**Exercise aim**
Everything from the line containing "Input: one rendered" through the final line of the listing below should be given again, word for word, and nothing else.

**Supplied records**

--

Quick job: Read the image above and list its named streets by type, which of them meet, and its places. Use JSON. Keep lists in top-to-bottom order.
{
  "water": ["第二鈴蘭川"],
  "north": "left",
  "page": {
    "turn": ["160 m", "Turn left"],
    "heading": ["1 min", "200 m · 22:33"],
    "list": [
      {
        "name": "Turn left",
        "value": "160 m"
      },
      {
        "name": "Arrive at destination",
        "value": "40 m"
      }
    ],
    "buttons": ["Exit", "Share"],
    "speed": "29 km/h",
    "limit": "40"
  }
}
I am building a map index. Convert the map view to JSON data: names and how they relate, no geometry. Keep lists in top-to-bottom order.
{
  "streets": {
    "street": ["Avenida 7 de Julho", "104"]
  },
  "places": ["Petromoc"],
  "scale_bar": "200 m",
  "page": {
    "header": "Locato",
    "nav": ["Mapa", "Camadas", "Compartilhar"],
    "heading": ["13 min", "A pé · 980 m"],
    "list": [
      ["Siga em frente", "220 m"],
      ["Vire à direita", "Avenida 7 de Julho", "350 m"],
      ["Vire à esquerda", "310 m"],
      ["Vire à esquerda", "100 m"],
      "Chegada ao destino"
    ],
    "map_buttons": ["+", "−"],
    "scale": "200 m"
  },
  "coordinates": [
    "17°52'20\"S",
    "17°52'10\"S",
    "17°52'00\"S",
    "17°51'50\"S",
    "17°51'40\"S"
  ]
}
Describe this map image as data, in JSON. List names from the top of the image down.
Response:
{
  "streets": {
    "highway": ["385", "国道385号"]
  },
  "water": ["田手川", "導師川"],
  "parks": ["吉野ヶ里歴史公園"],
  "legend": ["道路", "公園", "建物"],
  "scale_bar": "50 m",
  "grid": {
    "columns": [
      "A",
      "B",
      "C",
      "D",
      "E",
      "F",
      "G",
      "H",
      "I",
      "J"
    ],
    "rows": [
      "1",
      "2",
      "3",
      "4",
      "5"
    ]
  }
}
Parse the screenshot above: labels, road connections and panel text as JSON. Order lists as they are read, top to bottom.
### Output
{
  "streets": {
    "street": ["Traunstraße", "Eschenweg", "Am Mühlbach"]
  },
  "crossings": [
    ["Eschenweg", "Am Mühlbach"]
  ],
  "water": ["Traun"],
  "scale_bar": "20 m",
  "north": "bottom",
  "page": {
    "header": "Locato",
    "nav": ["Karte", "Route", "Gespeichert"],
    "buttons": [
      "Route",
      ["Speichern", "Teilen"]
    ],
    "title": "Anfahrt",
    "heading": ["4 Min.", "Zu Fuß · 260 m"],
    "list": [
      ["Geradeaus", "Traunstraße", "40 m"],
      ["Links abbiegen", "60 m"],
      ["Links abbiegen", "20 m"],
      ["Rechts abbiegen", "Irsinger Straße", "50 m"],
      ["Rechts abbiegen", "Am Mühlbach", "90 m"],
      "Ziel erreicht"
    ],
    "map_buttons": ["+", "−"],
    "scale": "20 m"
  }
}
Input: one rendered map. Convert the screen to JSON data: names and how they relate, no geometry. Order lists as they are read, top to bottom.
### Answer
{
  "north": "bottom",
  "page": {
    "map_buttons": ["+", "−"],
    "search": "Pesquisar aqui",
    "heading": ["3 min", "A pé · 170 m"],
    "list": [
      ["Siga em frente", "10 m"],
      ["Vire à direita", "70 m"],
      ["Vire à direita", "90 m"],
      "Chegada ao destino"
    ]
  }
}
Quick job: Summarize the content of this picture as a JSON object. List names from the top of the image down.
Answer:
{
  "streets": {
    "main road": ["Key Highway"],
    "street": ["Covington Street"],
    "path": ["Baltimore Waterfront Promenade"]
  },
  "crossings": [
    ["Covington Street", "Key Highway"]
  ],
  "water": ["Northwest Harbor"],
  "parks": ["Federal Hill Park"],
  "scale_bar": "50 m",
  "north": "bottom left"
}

--

**Task output**
Input: one rendered map. Convert the screen to JSON data: names and how they relate, no geometry. Order lists as they are read, top to bottom.
### Answer
{
  "north": "bottom",
  "page": {
    "map_buttons": ["+", "−"],
    "search": "Pesquisar aqui",
    "heading": ["3 min", "A pé · 170 m"],
    "list": [
      ["Siga em frente", "10 m"],
      ["Vire à direita", "70 m"],
      ["Vire à direita", "90 m"],
      "Chegada ao destino"
    ]
  }
}
Quick job: Summarize the content of this picture as a JSON object. List names from the top of the image down.
Answer:
{
  "streets": {
    "main road": ["Key Highway"],
    "street": ["Covington Street"],
    "path": ["Baltimore Waterfront Promenade"]
  },
  "crossings": [
    ["Covington Street", "Key Highway"]
  ],
  "water": ["Northwest Harbor"],
  "parks": ["Federal Hill Park"],
  "scale_bar": "50 m",
  "north": "bottom left"
}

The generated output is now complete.